It’s almost quaint to remember, a decade ago, the standing complaint within the Republican Party that the Democrats were relying too much on “judicial activism” to enact policy. Complaints about so-called activist judges became part of the standard rhetoric, and it continues to this day: Senate Minority Leader Mitch McConnell had the gall to cite what he said was Ketanji Brown Jackson’s history of “judicial activism” as a reason he voted against her appointment to the Supreme Court.
“We’ve seen over and over that when judicial activism triumphs over fidelity to the rule of law, our courts mutate, mutate into clumsy proxy battlefields for arguments that belong in this chamber and out in 50 state legislatures,” McConnell was quoted as saying prior to her appointment. “This is unfair to the American people. It damages our institutions, not the least the courts themselves.”
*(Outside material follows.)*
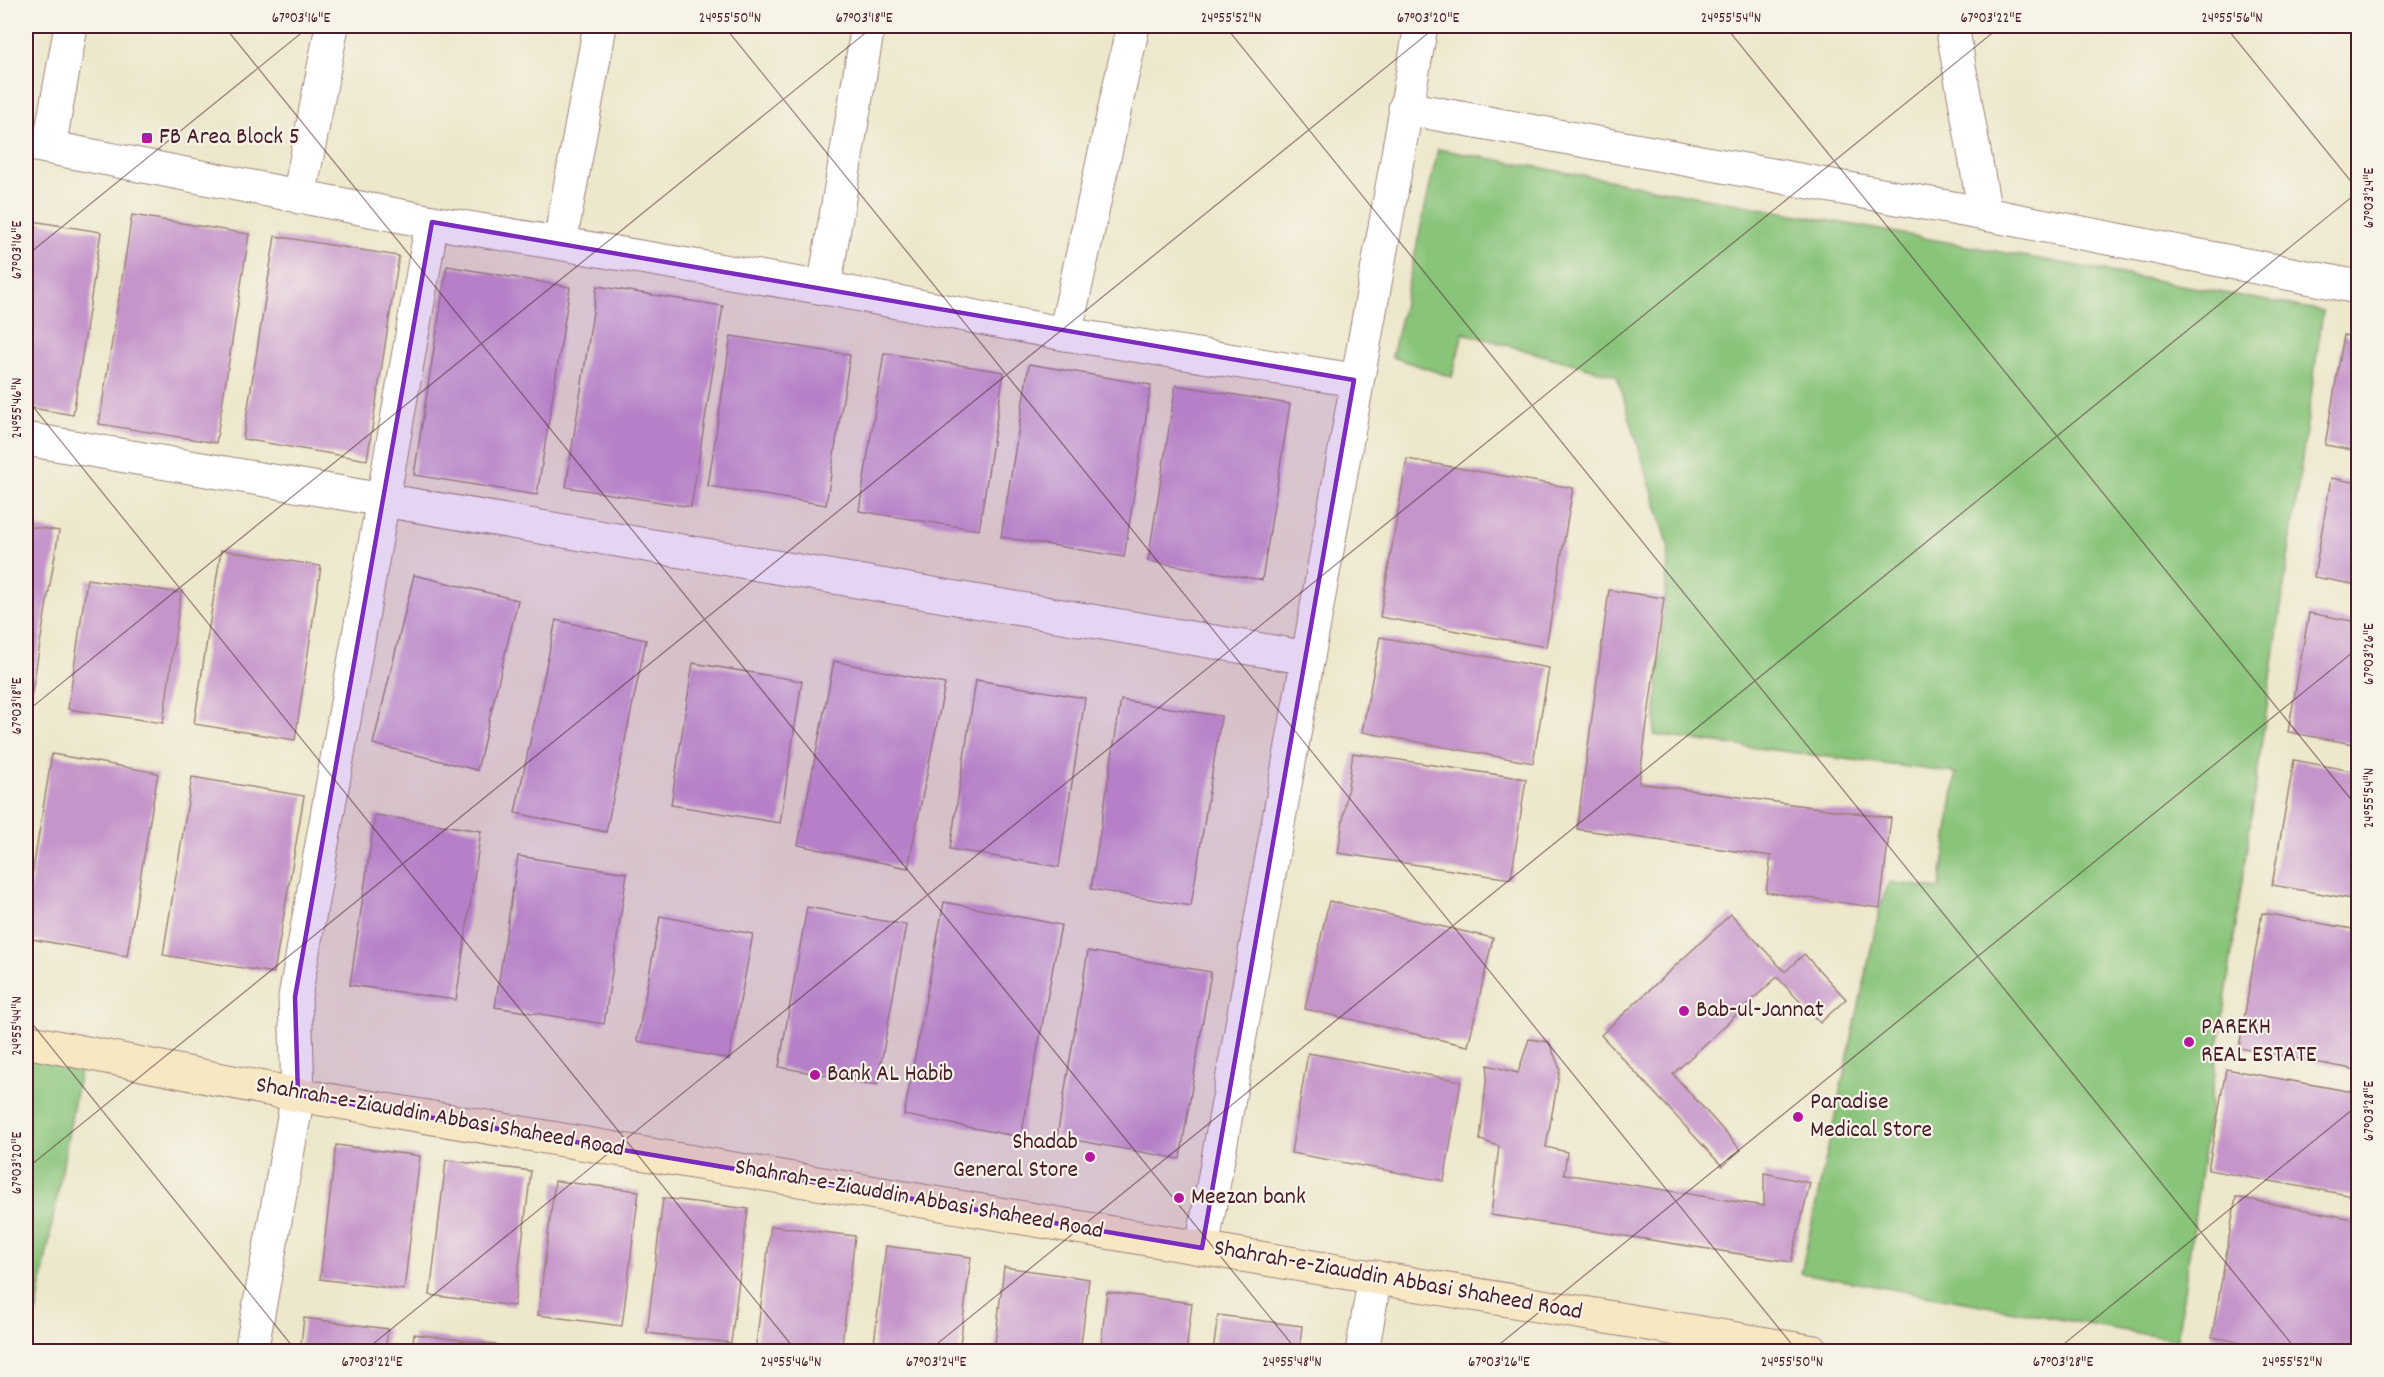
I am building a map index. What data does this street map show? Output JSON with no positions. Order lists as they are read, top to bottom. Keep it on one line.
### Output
{"streets":{"street":["Shahrah-e-Ziauddin Abbasi Shaheed Road"]},"places":{"transit":["FB Area Block 5"],"other":["Bab-ul-Jannat","PAREKH REAL ESTATE","Bank AL Habib","Paradise Medical Store","Shadab General Store","Meezan bank"]},"coordinates":["67°03'16\"E","24°55'50\"N","67°03'18\"E","24°55'52\"N","67°03'20\"E","24°55'54\"N","67°03'22\"E","24°55'56\"N","67°03'24\"E","24°55'46\"N","67°03'26\"E","24°55'44\"N","67°03'28\"E","24°55'48\"N"]}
Expecting a principled position from Mitch McConnell is truly pointless, but let’s pause for a moment to parse this position, which is breathtaking in its audacity.
His stance fits the Alito decision, which would eliminate the federal right to abortion access that has been in place for nearly 50 years, throwing the issue to 50 state legislatures. Purely on a “states’ rights” level, Roe v. Wade was always an outrage to Republicans, who knew that any federal attempt to legislate the issue, in either direction, would be doomed. The court ruling resolved that, saying that there was a constitutional right at stake — a woman’s right to privacy.
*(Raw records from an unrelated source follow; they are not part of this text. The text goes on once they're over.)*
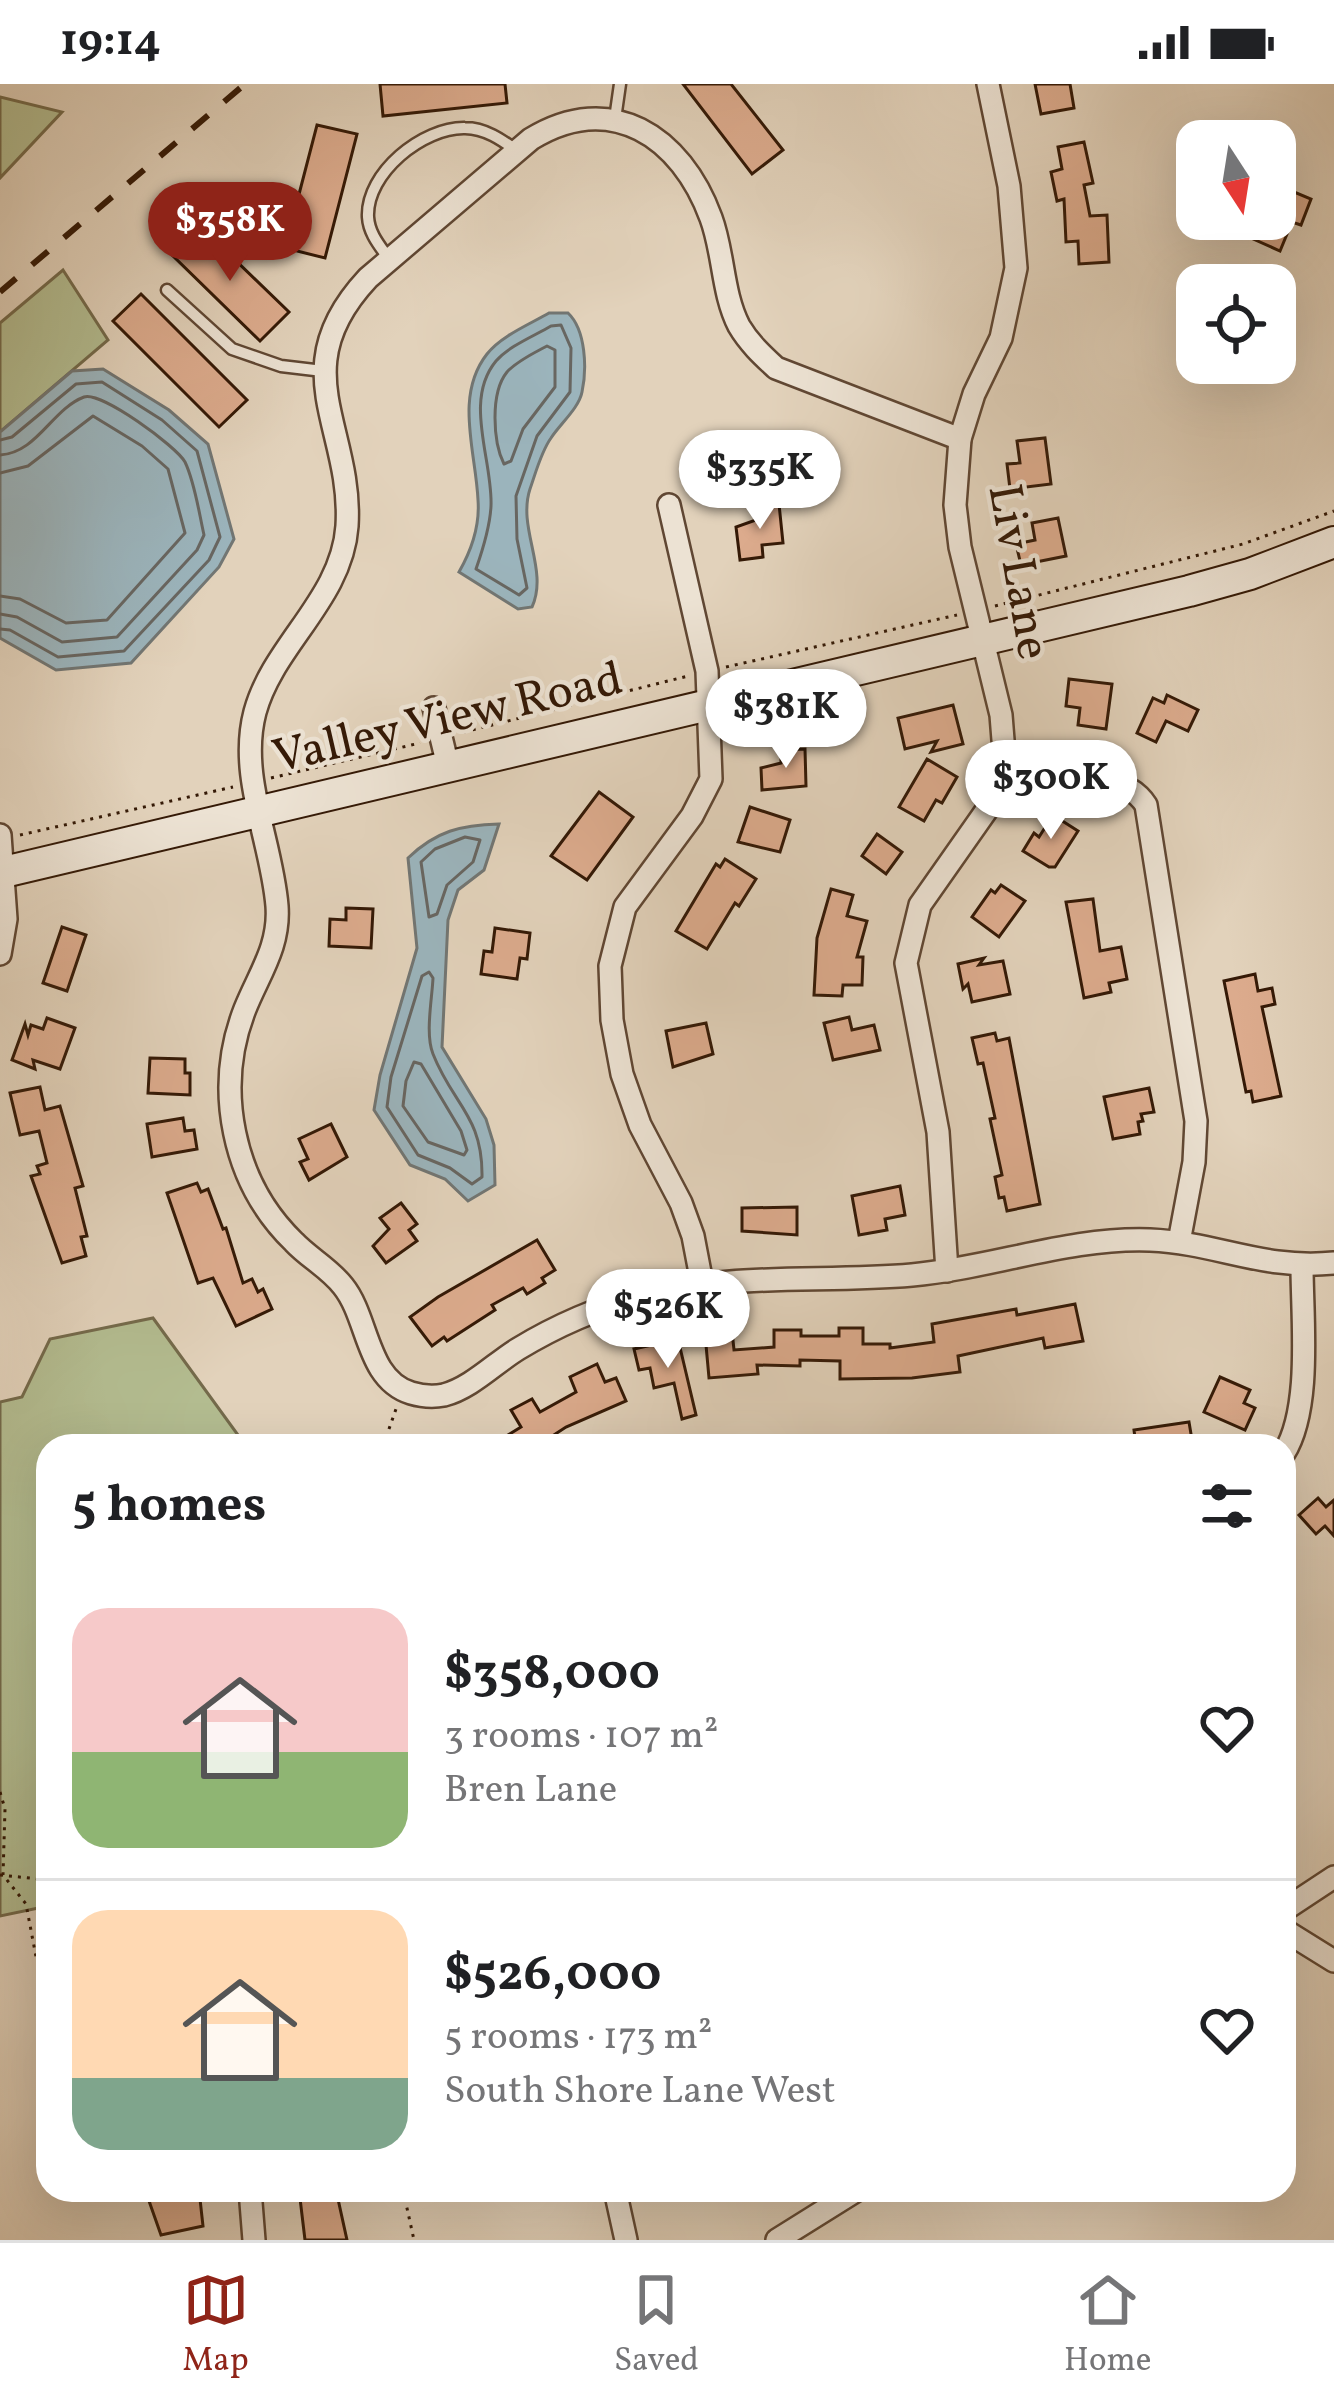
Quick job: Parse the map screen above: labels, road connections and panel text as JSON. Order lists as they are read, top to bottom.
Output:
{
  "streets": {
    "street": ["Liv Lane", "Valley View Road"]
  },
  "crossings": [
    ["Liv Lane", "Valley View Road"]
  ],
  "north": "bottom",
  "page": {
    "status": "19:14",
    "price": [
      "$358K",
      "$335K",
      "$381K",
      "$300K",
      "$526K"
    ],
    "heading": "5 homes",
    "list": [
      {
        "name": "$358,000",
        "note": "3 rooms · 107 m² · Bren Lane"
      },
      {
        "name": "$526,000",
        "note": "5 rooms · 173 m² · South Shore Lane West"
      }
    ],
    "tabs": ["Map", "Saved", "Home"]
  }
}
That’s about to be wiped away. It was, in fact, a clumsily constructed decision, but for a half century it was the last word on an intractable social issue, and it kept abortions legal and women safe. It was precedent, and it seemed to be settled law. Neil Gorsuch, Brett Kavanaugh and Amy Coney Barrett, all appointed by President Donald Trump, were cagey at their Senate confirmation hearings, stressing Roe v. Wade’s status as precedent and settled law, never acknowledging that they were willing, as Supreme Court justices, to take the unusual step of overturning past decisions on such a monumental social issue.
As we now know, they are, and likely will. And what will follow has little precedence in modern American history: a Supreme Court ruling revoking rights from half the population, based largely on the idea that the Constitution does not specifically grant the right to abortion. This “originalist” philosophy — that the court should interpret the founding document according to how its language was understood at the time it was adopted — has always had its defenders on the court. But now it’s going to be the guiding principle of American law.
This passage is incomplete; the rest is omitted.